→ **INSTRUCTIONS TO FOLLOW**
Determine how many lines of the records include "turn", and answer with the number alone.

→ **ENTRIES SHOWN**

Start of Block

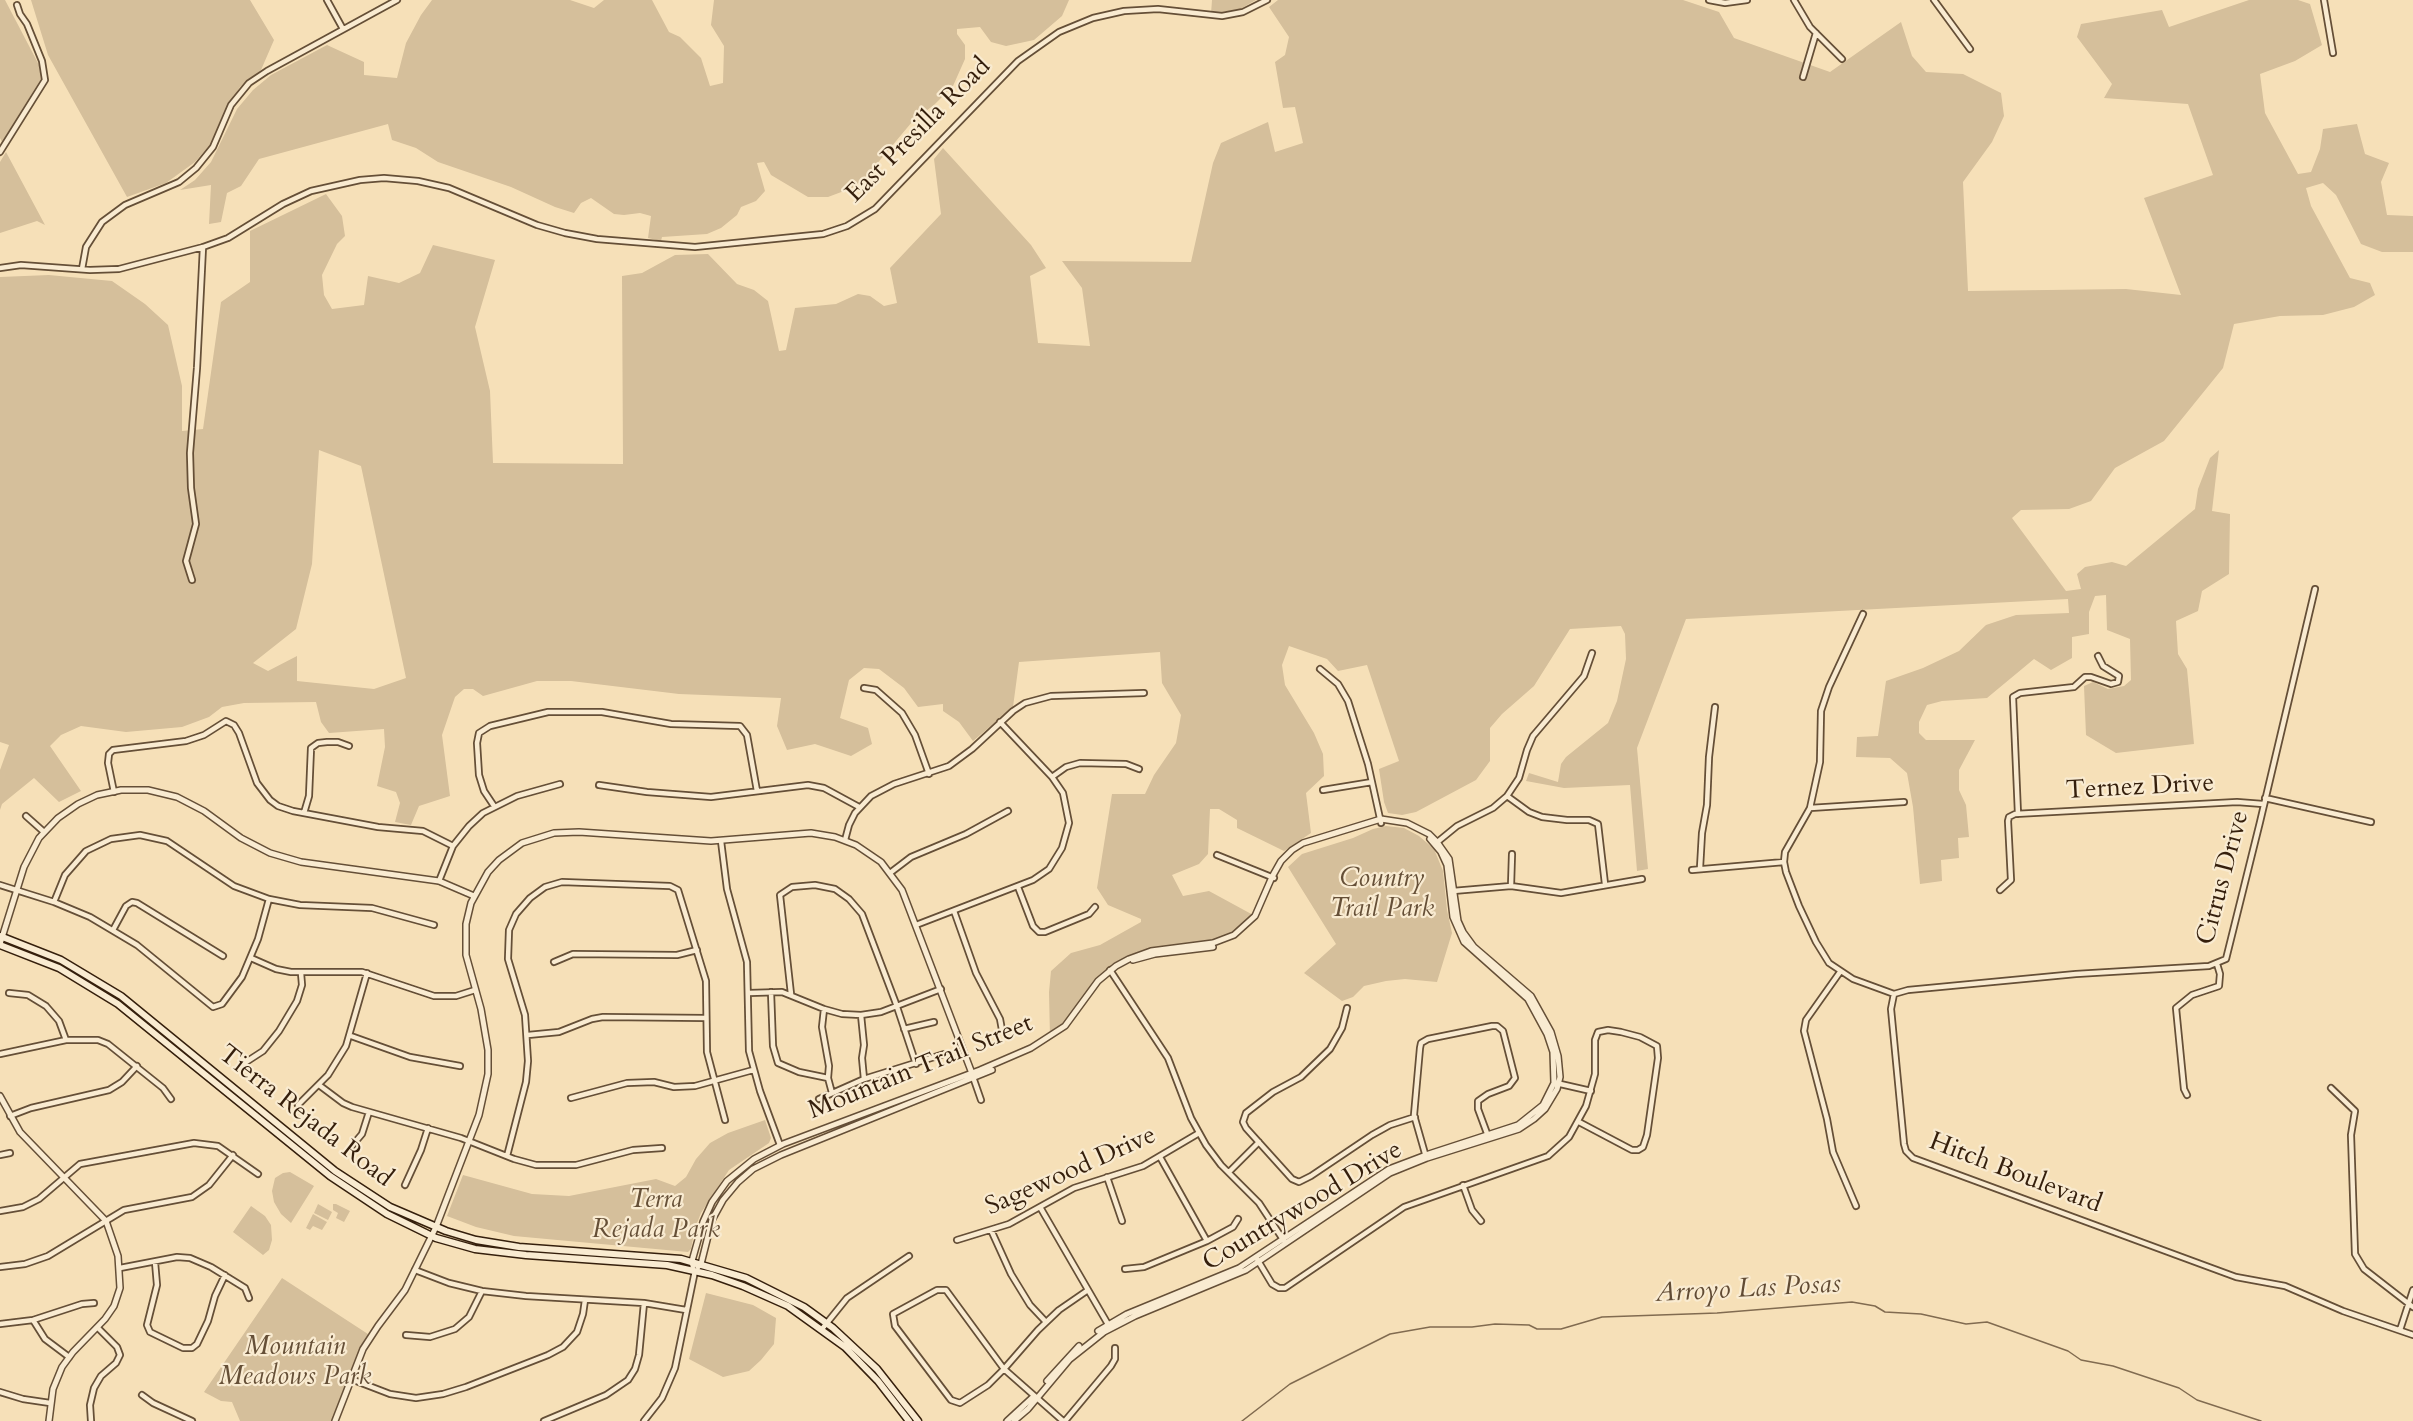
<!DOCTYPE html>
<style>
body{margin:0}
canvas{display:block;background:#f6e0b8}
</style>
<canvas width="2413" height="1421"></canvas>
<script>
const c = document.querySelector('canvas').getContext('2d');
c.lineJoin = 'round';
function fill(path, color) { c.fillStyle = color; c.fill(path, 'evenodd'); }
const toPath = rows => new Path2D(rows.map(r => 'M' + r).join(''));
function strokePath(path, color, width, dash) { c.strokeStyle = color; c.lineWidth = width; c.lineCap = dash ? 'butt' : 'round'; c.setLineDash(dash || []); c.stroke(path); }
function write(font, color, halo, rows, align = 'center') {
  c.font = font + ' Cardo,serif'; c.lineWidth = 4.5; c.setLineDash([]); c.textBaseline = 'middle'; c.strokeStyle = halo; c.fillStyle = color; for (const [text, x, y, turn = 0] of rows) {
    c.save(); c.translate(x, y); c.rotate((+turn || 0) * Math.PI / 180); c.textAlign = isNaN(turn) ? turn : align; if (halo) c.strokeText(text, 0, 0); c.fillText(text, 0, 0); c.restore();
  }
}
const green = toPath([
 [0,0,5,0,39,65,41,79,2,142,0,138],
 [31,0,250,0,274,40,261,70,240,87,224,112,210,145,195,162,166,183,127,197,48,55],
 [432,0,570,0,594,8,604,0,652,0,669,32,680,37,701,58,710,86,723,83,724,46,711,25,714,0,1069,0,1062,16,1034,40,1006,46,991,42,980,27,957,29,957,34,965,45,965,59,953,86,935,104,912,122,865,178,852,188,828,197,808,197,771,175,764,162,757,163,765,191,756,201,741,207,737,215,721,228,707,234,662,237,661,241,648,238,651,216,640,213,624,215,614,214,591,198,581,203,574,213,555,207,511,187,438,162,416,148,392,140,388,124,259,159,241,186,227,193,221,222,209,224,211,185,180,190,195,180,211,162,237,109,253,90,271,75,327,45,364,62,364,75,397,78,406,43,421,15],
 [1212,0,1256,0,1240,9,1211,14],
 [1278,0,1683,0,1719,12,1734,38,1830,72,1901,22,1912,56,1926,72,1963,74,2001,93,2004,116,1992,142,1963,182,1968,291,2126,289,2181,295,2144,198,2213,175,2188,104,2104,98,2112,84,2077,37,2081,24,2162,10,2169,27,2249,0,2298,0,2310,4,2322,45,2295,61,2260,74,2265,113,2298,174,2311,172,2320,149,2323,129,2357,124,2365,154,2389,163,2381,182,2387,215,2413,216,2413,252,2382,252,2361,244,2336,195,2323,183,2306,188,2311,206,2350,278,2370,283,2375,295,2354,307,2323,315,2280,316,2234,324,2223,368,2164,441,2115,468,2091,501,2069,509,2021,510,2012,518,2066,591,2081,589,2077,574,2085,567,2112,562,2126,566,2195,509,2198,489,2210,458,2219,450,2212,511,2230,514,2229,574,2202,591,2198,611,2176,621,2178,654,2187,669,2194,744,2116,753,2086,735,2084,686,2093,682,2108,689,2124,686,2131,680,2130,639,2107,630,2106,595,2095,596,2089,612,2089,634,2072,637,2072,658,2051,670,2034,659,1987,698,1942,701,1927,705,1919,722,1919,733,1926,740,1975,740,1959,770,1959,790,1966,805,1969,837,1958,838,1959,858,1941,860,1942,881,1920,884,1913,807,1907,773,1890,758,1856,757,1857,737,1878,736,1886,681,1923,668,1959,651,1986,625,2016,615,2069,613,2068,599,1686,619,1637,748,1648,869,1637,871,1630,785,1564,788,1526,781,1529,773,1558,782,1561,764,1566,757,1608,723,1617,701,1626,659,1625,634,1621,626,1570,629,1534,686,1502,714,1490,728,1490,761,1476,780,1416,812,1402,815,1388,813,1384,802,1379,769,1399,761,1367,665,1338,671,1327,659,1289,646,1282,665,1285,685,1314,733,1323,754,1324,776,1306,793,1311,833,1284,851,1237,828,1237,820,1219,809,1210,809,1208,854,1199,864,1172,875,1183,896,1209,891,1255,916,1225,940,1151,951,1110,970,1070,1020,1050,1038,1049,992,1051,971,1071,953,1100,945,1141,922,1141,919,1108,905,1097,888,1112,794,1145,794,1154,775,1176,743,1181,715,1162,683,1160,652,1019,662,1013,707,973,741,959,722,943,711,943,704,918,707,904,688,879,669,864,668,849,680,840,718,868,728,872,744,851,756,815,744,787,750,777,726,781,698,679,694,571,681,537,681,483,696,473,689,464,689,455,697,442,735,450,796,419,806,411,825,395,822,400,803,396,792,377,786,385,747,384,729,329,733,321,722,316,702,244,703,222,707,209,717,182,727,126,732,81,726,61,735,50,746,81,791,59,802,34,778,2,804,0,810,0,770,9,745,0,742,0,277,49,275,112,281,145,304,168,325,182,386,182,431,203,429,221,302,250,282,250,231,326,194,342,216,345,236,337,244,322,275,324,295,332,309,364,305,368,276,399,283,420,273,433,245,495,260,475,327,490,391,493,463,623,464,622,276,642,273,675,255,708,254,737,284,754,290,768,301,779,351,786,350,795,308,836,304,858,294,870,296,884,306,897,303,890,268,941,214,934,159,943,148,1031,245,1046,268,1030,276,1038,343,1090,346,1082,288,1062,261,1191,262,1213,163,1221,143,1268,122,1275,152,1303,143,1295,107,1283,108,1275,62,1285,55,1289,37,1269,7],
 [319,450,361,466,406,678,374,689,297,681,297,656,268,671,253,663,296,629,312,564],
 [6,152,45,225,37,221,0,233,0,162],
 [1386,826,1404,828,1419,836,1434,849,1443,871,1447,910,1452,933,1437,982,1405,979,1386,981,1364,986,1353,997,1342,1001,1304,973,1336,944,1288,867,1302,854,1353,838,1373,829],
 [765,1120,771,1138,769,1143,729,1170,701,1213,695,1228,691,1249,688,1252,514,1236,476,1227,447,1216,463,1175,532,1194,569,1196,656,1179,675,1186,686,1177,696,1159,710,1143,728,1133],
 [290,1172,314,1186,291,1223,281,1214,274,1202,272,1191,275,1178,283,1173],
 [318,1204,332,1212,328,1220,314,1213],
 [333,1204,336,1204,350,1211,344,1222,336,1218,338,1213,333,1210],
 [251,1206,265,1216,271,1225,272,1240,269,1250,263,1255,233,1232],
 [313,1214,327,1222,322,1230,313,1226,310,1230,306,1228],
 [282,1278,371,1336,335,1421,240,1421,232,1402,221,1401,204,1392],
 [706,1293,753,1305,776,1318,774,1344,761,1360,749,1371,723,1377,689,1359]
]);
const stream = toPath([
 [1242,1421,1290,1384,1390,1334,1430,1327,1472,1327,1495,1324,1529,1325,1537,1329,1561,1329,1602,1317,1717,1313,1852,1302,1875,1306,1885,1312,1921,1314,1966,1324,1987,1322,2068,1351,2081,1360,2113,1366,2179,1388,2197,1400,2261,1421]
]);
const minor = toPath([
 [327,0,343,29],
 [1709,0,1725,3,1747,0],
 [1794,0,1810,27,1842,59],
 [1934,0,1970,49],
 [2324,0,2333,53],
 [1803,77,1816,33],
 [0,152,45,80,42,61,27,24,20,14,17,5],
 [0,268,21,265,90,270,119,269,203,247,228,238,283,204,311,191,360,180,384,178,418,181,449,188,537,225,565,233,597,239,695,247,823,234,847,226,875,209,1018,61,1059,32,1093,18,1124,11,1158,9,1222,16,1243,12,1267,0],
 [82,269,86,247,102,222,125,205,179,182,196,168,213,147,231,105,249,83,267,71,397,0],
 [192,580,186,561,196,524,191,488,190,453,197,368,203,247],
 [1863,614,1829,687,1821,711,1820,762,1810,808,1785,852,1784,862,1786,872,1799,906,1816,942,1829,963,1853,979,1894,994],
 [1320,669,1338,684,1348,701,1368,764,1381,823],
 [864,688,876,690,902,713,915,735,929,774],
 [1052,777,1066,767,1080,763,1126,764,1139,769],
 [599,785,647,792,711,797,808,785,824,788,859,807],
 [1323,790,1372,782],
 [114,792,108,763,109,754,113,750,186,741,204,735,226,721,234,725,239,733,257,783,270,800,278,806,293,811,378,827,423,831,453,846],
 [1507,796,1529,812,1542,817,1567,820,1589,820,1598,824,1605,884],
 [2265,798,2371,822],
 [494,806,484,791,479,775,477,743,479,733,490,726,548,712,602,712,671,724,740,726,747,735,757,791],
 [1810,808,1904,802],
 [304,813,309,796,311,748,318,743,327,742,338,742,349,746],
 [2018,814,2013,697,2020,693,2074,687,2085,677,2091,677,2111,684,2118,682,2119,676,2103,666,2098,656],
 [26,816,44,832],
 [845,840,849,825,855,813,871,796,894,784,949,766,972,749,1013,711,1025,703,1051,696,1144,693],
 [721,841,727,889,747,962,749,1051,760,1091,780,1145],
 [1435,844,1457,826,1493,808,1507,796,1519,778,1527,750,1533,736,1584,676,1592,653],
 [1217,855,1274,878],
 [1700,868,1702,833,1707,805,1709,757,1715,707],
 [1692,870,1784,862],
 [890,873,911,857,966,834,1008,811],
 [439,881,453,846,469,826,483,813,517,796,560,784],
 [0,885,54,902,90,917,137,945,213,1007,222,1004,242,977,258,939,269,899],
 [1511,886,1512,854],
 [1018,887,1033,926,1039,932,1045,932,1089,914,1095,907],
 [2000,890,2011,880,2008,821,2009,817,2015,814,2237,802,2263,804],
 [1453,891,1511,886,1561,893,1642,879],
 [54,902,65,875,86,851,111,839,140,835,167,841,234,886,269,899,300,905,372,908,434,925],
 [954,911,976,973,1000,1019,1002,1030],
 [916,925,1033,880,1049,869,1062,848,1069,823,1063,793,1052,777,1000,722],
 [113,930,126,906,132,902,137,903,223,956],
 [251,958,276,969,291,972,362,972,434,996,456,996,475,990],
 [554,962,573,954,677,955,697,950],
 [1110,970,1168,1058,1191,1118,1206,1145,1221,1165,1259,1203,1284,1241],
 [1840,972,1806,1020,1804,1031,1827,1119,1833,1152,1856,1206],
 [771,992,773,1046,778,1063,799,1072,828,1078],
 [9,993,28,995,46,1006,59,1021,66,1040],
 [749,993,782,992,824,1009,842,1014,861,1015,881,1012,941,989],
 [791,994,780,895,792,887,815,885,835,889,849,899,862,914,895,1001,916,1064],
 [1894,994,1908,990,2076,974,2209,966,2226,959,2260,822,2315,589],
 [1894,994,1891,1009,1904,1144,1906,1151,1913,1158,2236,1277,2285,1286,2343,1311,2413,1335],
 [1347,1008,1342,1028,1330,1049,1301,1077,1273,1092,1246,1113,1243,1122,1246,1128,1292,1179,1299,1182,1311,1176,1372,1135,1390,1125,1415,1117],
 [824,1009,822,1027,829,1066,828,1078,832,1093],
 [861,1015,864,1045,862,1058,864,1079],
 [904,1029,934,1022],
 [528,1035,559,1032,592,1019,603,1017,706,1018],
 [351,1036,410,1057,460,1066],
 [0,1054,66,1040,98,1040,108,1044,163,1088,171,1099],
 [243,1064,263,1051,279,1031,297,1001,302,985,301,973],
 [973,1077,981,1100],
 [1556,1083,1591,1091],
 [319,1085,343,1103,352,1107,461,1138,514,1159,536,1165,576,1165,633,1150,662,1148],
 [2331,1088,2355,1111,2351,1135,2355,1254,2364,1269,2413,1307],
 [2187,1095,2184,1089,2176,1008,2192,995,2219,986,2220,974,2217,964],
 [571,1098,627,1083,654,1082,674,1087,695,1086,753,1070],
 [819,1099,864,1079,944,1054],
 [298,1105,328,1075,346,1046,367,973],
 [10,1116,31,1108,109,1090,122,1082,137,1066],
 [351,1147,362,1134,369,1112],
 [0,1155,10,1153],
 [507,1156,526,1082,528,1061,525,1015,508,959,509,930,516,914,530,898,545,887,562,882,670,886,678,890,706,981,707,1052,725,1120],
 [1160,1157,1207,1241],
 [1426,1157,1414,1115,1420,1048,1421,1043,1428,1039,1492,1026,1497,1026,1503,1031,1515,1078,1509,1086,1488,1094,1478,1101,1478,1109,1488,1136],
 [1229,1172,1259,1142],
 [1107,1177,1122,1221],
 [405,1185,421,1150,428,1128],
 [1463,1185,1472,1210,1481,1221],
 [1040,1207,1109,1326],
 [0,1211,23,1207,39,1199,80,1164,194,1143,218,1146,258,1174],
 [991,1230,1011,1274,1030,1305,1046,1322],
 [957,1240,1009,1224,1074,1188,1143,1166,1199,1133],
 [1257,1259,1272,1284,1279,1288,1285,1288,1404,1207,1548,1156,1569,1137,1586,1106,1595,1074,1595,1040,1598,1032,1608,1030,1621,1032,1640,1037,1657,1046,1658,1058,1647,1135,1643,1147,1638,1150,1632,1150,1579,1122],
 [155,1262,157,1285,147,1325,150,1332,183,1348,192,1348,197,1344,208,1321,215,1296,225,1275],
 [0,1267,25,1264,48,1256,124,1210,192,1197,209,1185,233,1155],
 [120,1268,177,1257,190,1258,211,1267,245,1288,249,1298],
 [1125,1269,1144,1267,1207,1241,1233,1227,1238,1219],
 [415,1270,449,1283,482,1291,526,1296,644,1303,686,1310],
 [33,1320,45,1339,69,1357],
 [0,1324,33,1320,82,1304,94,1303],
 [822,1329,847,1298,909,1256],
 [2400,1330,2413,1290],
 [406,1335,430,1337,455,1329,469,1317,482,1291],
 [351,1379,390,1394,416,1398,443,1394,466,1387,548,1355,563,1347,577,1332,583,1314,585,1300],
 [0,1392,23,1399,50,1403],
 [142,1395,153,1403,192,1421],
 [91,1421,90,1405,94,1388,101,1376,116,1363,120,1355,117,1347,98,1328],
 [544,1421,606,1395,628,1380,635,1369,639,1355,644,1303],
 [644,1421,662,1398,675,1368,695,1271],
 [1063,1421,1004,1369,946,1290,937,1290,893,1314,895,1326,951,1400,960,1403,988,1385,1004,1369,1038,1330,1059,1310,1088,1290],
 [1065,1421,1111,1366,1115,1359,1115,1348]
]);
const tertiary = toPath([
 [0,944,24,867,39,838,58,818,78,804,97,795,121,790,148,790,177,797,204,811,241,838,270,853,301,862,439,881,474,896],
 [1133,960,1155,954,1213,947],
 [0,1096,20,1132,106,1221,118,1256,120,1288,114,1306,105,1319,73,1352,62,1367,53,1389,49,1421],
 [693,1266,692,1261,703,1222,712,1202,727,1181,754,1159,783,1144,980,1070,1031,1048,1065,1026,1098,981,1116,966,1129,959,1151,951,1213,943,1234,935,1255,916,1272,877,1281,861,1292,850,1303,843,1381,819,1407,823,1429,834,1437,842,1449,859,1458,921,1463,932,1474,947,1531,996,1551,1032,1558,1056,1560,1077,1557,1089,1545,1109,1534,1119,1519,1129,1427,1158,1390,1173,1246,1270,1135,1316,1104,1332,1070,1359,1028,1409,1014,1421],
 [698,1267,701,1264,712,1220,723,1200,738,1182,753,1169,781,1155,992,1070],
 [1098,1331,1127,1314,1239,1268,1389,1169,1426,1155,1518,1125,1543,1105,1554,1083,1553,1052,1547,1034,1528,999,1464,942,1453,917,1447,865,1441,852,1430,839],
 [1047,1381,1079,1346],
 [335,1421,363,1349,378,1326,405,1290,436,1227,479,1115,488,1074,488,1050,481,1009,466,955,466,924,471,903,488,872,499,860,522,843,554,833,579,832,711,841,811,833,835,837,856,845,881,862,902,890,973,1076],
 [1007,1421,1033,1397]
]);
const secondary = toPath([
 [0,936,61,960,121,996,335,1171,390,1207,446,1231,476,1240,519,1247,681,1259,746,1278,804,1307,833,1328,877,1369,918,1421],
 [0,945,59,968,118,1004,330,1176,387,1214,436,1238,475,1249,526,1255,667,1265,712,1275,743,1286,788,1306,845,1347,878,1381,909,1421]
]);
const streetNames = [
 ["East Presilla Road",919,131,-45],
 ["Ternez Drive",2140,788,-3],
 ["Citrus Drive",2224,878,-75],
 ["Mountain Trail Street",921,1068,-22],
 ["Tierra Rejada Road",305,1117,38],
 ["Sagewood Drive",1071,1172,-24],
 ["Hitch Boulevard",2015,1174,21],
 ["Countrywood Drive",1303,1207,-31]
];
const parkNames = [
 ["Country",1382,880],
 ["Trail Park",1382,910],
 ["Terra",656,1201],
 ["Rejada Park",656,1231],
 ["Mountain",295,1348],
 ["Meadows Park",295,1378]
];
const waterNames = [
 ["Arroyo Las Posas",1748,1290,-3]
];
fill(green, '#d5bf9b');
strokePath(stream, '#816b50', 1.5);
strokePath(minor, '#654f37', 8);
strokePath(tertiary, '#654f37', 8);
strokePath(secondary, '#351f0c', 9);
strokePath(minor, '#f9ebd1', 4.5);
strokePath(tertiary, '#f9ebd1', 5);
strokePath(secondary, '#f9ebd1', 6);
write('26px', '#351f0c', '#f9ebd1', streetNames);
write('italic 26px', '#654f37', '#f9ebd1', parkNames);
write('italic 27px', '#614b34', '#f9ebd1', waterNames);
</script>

End of Block

→ **RESPONSE BOX**
2